# Problem statement
Lines with the word "JSON" are the ones wanted. Copy each of them from the entries below.

◇ ◇ ◇ ◇ ◇ ◇ ◇

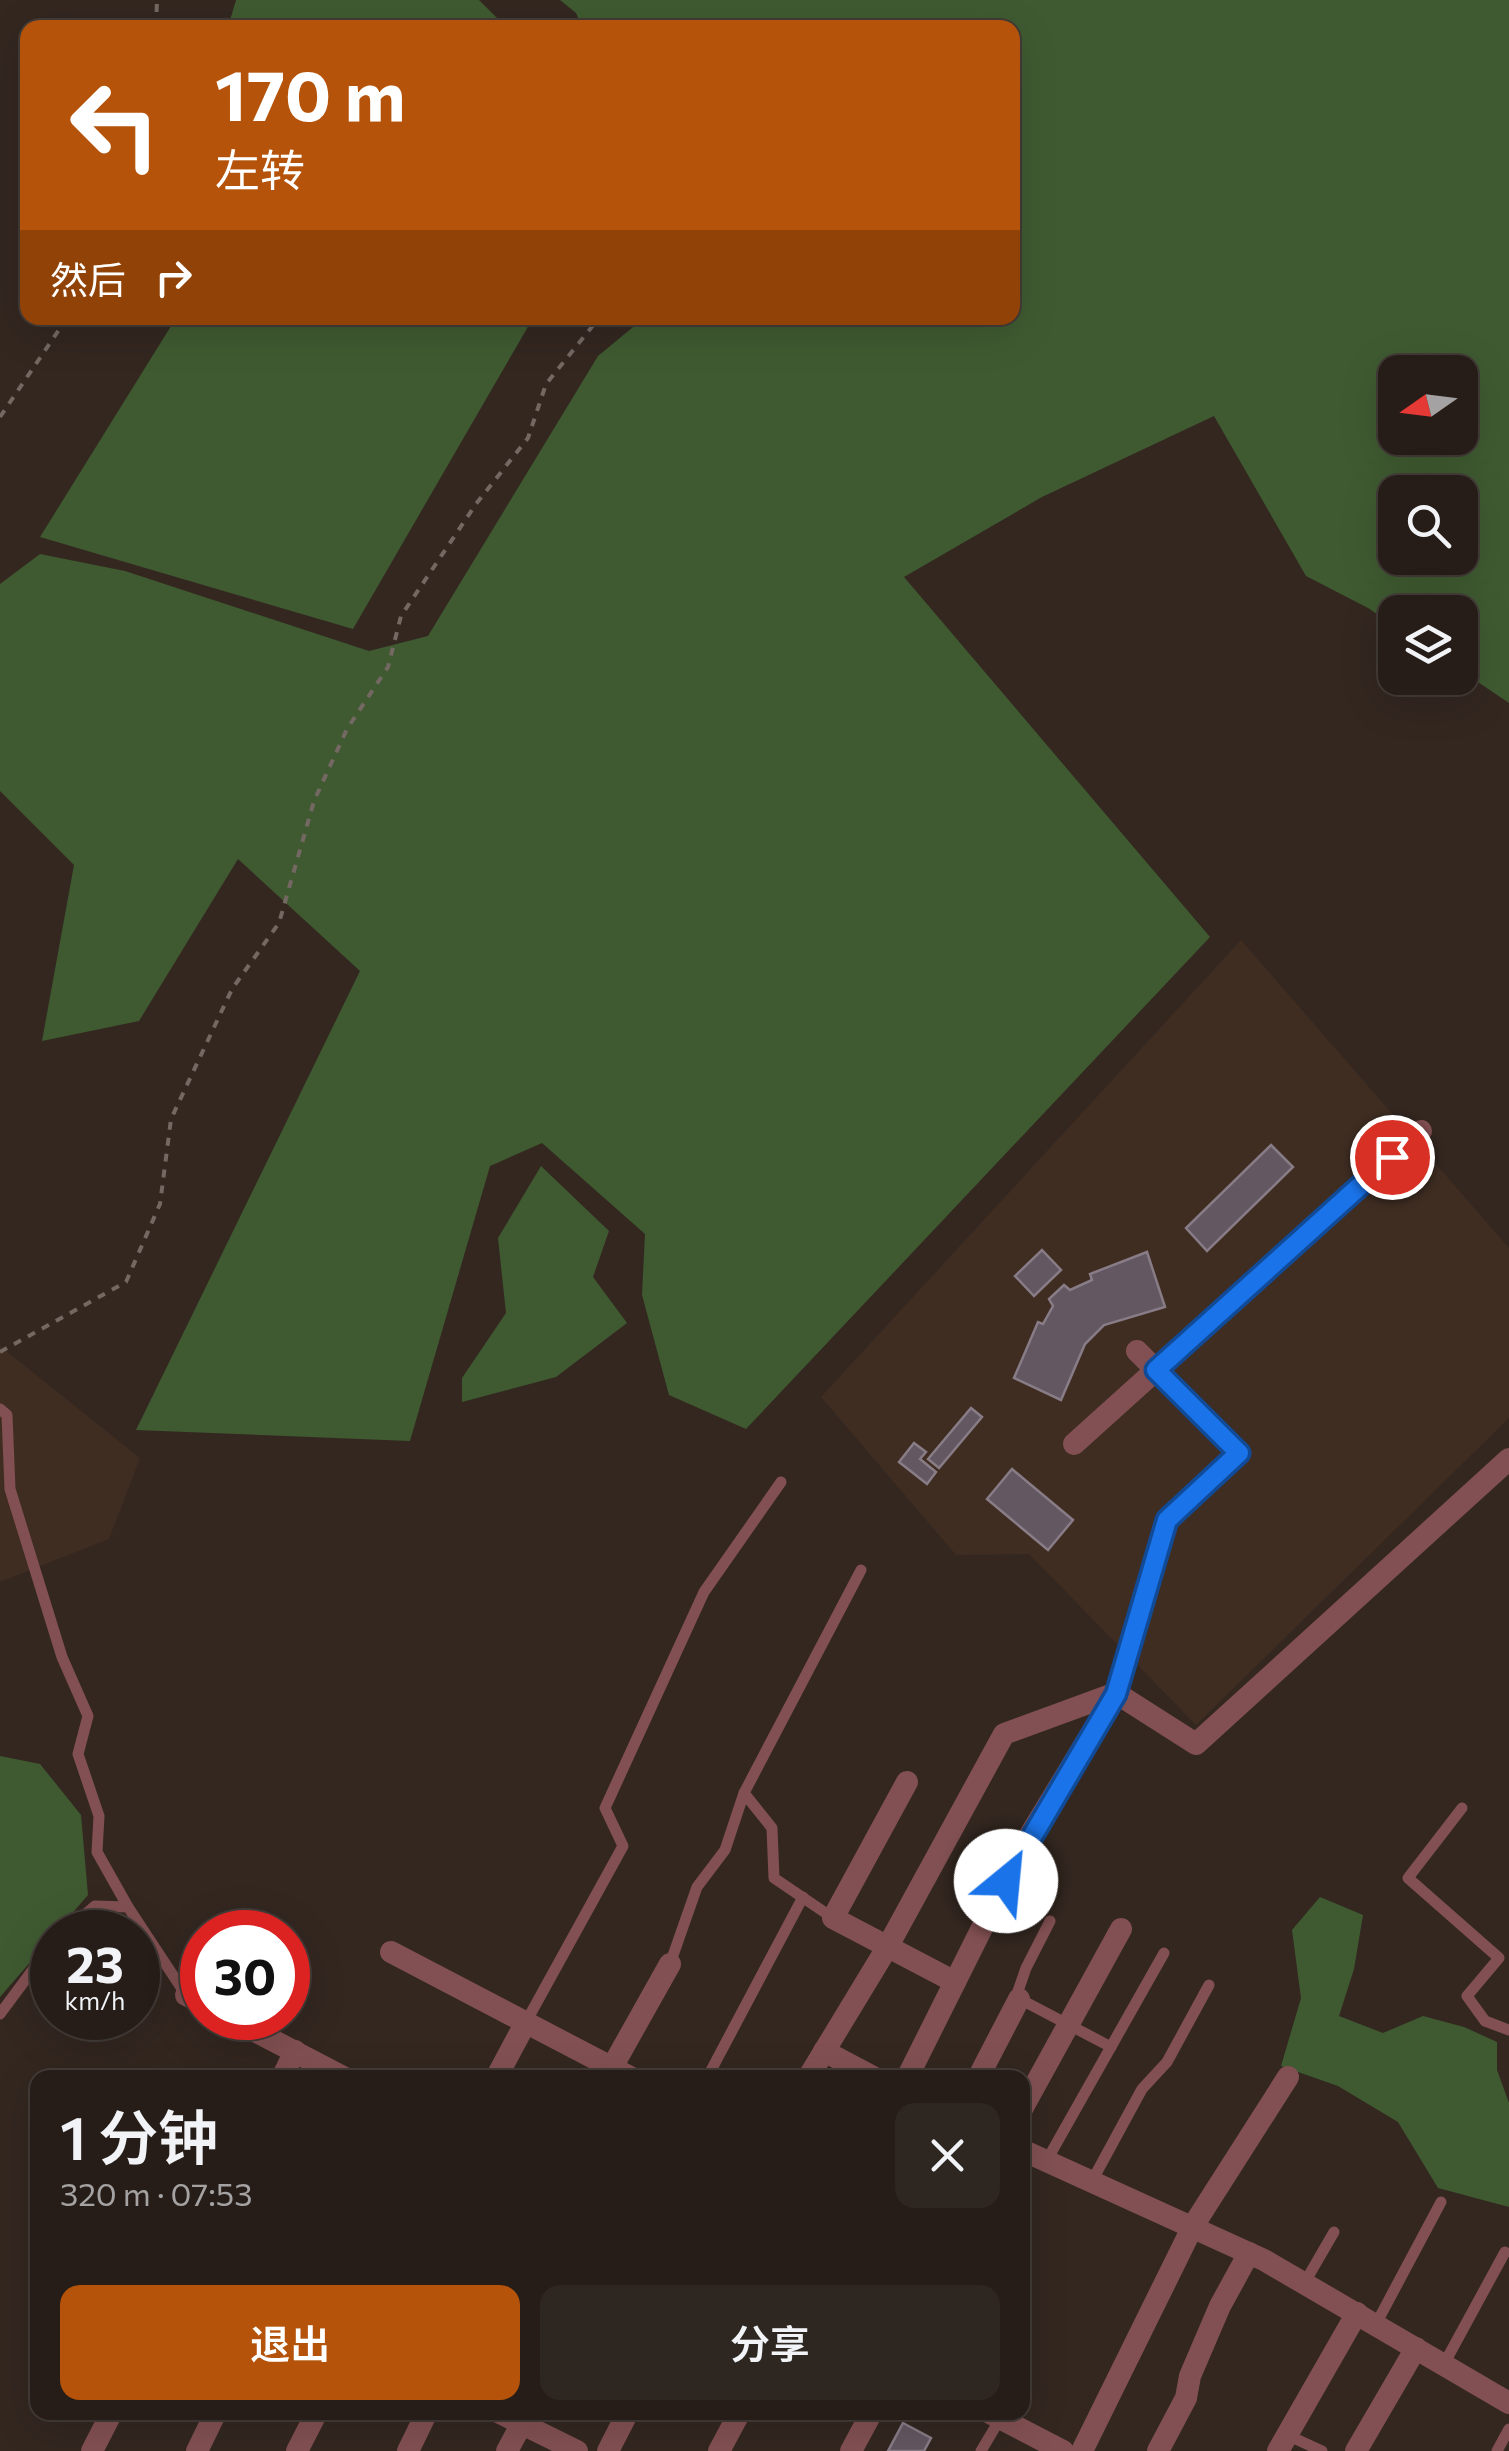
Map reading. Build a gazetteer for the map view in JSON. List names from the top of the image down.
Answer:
{
  "north": "left",
  "page": {
    "turn": ["170 m", "左转"],
    "then": "然后",
    "speed": "23 km/h",
    "limit": "30",
    "heading": ["1 分钟", "320 m · 07:53"],
    "buttons": ["退出", "分享"]
  }
}
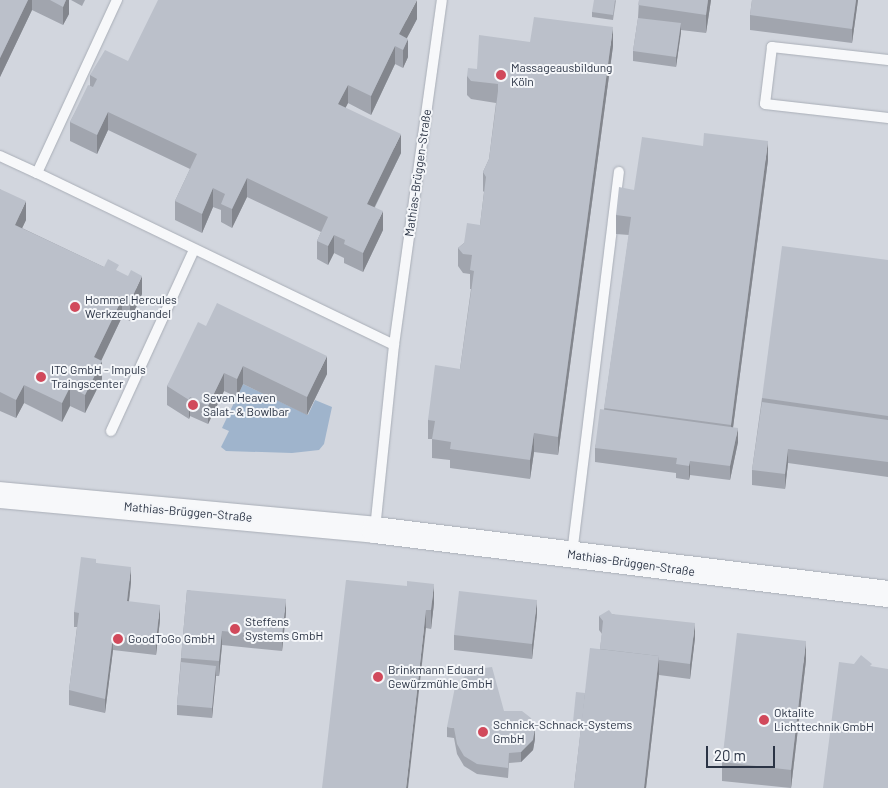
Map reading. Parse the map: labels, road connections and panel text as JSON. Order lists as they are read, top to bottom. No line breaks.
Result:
{"streets":{"street":["Mathias-Brüggen-Straße"]},"places":["Massageausbildung Köln","Hommel Hercules Werkzeughandel","ITC GmbH - Impuls Traingscenter","Seven Heaven Salat- & Bowlbar","Steffens Systems GmbH","GoodToGo GmbH","Brinkmann Eduard Gewürzmühle GmbH","Oktalite Lichttechnik GmbH","Schnick-Schnack-Systems GmbH"],"scale_bar":"20 m"}
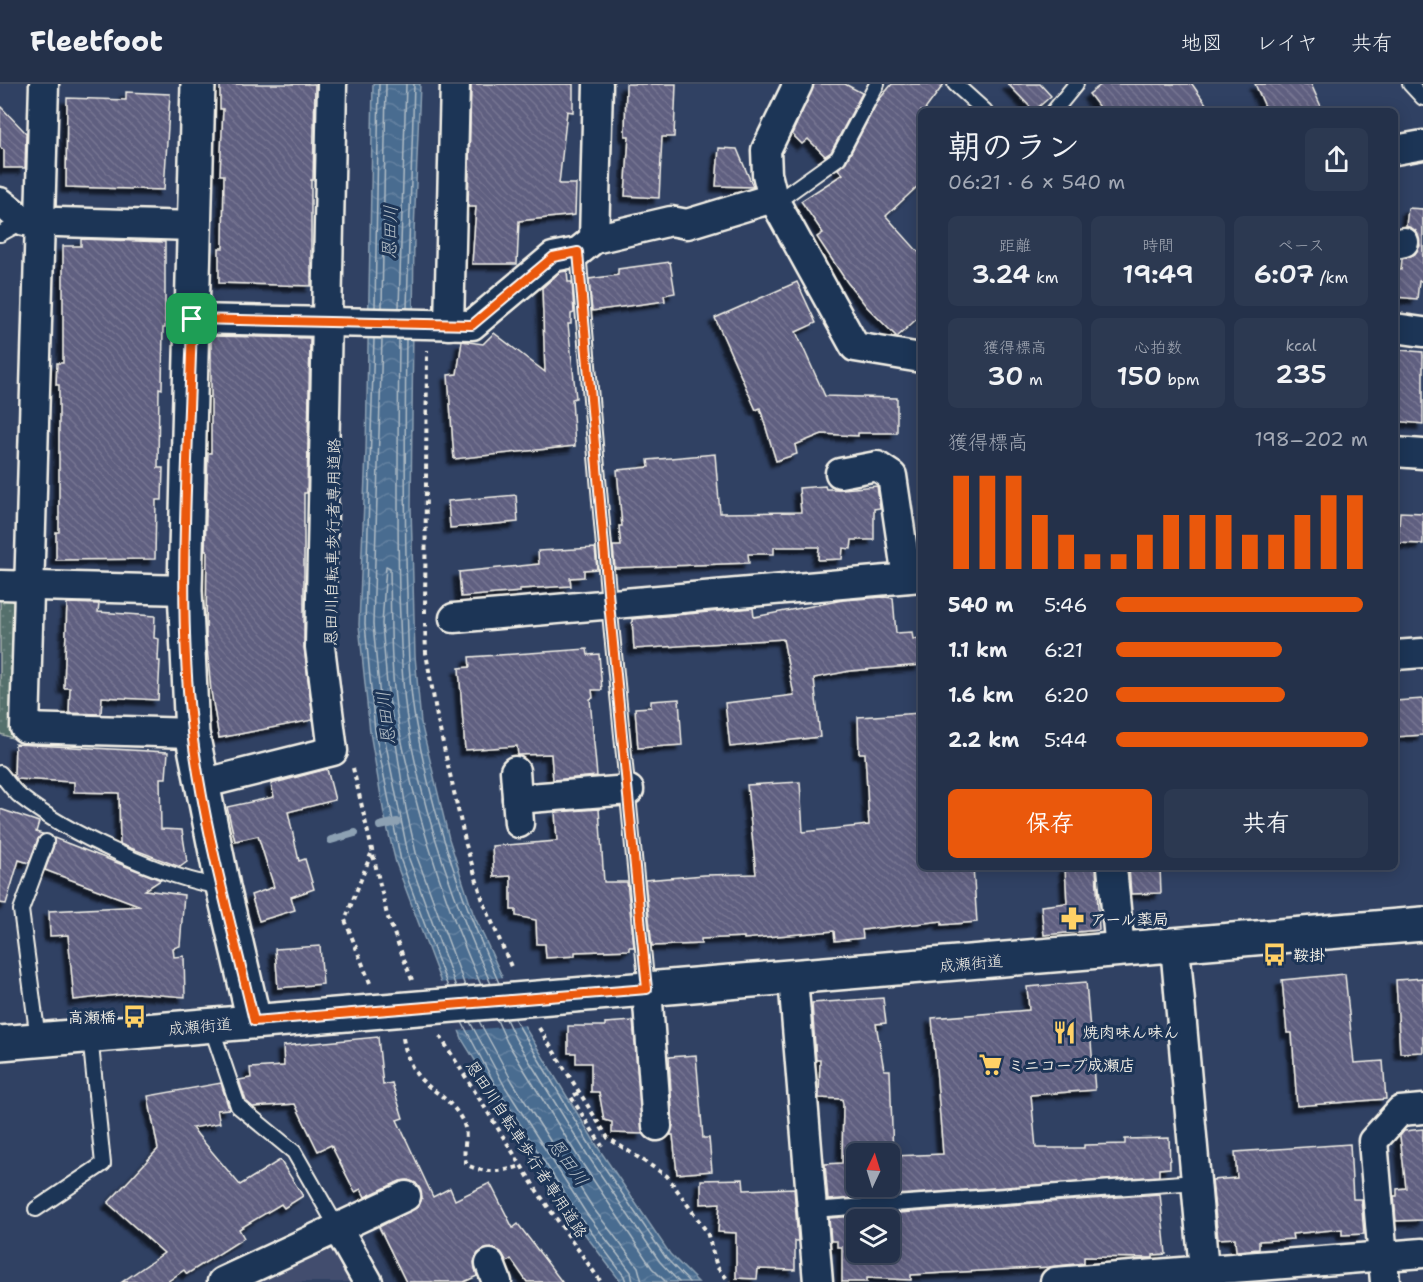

◇ ◇ ◇ ◇ ◇ ◇ ◇

# Output for this task
Map reading. Build a gazetteer for the map view in JSON. List names from the top of the image down.
Map reading. Parse the map: labels, road connections and panel text as JSON. Order lists as they are read, top to bottom. No line breaks.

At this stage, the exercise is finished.